Below are records; how many of their lines hold the string "tools"? Reply with nothing but the number.

━━ Records for this exercise ━━

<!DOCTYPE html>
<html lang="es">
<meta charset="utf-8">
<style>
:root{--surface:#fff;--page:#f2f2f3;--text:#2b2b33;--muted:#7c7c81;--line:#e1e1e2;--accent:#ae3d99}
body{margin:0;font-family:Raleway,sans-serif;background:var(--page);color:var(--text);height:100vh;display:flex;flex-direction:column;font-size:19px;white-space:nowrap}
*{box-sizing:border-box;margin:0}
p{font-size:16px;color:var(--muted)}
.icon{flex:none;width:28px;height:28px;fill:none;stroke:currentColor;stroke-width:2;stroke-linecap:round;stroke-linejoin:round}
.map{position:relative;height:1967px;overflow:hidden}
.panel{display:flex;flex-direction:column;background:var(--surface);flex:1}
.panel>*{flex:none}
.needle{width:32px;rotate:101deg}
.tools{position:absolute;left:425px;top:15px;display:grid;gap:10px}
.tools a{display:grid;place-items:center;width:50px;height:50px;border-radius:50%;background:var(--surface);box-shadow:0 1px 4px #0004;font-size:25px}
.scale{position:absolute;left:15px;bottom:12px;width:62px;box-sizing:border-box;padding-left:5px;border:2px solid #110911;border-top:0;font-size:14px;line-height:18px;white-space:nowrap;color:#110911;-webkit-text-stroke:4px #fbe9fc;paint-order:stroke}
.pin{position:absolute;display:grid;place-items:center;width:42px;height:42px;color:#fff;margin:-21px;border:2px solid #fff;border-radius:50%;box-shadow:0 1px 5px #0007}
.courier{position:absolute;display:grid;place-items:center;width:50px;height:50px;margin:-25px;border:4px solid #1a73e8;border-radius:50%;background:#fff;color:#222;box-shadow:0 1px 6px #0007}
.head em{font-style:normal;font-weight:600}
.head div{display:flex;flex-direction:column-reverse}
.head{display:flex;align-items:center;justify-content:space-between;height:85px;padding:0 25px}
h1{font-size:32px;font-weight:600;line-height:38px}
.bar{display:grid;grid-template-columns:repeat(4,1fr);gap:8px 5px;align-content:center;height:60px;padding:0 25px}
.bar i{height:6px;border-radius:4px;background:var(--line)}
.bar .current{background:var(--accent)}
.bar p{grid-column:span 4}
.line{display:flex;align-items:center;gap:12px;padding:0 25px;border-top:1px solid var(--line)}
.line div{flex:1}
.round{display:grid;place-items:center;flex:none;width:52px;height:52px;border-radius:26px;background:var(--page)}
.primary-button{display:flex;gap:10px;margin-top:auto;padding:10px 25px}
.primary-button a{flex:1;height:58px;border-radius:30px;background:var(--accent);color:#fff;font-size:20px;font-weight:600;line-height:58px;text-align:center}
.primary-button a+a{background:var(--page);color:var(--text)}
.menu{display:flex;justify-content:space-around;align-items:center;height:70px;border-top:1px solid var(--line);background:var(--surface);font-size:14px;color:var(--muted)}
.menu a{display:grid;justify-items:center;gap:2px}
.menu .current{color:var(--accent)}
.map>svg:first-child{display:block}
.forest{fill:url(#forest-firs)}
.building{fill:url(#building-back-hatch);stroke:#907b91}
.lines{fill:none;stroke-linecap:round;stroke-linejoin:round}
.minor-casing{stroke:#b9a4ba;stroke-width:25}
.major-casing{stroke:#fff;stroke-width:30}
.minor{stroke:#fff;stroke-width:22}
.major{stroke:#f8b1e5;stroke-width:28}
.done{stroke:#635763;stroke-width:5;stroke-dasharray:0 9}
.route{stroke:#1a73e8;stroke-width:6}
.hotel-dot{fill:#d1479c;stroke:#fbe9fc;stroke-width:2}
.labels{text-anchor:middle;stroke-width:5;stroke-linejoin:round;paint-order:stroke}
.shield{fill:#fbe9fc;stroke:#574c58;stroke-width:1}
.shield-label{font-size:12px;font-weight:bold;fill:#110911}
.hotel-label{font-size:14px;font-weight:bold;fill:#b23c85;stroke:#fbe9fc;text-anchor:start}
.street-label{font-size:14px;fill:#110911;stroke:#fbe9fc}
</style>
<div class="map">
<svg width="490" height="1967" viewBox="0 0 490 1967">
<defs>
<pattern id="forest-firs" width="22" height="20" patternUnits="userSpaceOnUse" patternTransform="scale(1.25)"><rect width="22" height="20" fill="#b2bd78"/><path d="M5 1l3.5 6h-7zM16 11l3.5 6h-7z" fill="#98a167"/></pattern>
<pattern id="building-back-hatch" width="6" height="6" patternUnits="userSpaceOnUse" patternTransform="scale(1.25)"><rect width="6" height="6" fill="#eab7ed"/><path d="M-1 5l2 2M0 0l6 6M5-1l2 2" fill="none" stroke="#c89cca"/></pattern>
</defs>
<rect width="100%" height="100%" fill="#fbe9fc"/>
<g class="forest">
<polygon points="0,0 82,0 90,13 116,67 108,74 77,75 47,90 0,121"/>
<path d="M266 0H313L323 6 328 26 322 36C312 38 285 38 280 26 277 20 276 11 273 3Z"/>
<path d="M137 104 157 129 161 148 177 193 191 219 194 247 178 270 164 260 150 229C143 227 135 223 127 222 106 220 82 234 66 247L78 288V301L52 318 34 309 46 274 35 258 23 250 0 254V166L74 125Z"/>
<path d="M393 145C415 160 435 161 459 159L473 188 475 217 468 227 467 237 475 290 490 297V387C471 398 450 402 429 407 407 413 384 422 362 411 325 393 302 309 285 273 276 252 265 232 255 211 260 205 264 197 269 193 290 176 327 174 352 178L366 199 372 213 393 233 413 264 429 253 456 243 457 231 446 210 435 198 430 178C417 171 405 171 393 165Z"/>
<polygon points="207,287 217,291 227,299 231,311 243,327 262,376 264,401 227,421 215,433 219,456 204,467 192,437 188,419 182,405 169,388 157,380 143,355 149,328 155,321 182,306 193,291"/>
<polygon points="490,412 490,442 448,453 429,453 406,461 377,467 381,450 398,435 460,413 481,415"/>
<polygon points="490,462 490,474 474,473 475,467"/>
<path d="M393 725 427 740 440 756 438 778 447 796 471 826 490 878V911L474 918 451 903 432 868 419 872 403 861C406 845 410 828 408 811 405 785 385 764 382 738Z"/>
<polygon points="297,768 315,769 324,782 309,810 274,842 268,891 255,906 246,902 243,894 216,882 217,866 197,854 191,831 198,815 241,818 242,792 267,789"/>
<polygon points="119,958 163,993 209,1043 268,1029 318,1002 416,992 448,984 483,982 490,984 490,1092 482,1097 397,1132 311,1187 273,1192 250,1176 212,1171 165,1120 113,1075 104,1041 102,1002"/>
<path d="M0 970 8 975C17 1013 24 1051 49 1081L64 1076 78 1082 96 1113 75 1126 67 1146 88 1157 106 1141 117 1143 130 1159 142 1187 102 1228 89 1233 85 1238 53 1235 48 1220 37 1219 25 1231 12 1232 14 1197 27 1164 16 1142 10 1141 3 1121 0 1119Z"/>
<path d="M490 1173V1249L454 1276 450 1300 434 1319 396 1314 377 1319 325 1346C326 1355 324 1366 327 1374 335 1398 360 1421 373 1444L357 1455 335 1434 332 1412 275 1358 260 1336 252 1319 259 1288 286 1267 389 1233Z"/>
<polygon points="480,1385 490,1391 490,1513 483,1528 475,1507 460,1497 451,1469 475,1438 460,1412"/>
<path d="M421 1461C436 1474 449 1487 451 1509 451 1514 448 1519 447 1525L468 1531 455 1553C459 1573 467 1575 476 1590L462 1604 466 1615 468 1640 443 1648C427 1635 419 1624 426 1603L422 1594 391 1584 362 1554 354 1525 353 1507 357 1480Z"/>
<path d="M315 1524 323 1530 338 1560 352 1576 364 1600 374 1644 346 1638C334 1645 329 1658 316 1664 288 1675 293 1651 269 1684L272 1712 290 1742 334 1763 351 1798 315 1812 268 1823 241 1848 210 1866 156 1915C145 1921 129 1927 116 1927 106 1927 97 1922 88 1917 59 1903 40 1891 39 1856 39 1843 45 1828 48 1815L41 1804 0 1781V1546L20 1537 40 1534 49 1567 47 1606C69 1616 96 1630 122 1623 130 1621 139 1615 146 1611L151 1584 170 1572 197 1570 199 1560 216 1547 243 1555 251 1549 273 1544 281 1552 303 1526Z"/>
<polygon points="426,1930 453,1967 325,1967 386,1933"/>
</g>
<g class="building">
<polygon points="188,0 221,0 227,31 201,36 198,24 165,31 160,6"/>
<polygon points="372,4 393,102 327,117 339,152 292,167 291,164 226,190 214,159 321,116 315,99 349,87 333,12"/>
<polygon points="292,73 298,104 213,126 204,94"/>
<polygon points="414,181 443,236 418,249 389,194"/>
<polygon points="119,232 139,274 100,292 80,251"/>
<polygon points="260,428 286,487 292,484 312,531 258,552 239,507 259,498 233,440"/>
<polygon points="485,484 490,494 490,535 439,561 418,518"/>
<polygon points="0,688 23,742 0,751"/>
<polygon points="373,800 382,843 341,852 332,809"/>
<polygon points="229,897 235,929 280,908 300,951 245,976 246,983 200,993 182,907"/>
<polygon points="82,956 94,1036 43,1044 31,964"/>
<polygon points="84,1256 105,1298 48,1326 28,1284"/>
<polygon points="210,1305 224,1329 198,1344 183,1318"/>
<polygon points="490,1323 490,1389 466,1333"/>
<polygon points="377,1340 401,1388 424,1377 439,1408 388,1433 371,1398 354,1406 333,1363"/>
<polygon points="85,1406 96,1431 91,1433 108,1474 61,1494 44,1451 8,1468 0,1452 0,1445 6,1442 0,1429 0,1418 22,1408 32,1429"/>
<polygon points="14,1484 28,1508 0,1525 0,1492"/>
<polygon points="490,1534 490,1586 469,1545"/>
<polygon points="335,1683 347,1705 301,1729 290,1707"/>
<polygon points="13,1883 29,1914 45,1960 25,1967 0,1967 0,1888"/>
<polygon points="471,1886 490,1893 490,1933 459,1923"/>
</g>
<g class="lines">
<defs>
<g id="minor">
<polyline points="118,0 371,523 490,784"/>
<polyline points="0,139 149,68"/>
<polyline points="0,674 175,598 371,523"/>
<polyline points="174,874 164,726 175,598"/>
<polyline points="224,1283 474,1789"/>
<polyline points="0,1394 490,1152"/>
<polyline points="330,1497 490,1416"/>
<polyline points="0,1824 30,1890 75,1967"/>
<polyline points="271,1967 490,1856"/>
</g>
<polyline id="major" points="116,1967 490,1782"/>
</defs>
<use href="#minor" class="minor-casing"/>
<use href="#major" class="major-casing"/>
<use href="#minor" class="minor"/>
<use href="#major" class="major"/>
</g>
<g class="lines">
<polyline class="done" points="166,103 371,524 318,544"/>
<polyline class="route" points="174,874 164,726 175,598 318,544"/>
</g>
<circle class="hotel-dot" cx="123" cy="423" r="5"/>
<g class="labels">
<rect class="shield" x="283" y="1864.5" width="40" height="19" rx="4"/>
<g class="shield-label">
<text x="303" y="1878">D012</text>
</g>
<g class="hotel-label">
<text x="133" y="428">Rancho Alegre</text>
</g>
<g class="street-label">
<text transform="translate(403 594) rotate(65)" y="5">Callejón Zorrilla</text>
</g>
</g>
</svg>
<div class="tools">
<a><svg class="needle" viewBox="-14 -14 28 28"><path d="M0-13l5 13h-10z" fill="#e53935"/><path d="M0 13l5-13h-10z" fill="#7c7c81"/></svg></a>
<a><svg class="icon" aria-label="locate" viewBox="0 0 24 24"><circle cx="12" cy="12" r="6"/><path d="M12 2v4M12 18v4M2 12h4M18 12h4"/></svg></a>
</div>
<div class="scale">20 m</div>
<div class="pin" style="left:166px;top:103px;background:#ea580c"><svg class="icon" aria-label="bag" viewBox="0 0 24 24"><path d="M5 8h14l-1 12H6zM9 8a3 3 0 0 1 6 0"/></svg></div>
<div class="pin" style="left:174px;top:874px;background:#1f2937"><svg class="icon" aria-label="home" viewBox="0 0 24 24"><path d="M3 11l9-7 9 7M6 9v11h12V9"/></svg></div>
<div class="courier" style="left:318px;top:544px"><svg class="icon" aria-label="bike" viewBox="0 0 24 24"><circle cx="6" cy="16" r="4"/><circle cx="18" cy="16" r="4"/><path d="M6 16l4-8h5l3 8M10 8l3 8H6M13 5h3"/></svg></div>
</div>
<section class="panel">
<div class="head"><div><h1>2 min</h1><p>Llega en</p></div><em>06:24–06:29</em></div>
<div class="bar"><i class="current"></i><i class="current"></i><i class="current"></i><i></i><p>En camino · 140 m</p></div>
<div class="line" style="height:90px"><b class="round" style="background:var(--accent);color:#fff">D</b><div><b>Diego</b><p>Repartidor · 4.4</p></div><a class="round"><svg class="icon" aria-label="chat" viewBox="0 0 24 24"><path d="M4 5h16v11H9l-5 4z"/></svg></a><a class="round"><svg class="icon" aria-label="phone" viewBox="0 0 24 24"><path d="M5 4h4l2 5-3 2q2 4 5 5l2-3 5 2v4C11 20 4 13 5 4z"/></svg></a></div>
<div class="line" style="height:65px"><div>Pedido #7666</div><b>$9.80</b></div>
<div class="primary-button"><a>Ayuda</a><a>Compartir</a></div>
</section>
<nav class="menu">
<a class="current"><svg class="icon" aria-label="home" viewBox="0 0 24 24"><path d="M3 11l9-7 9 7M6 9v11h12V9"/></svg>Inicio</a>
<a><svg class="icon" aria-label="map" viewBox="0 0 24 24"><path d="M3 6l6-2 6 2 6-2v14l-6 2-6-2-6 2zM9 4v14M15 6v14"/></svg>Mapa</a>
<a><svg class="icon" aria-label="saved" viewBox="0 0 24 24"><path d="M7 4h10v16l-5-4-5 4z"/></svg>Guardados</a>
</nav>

━━━

### Task result
3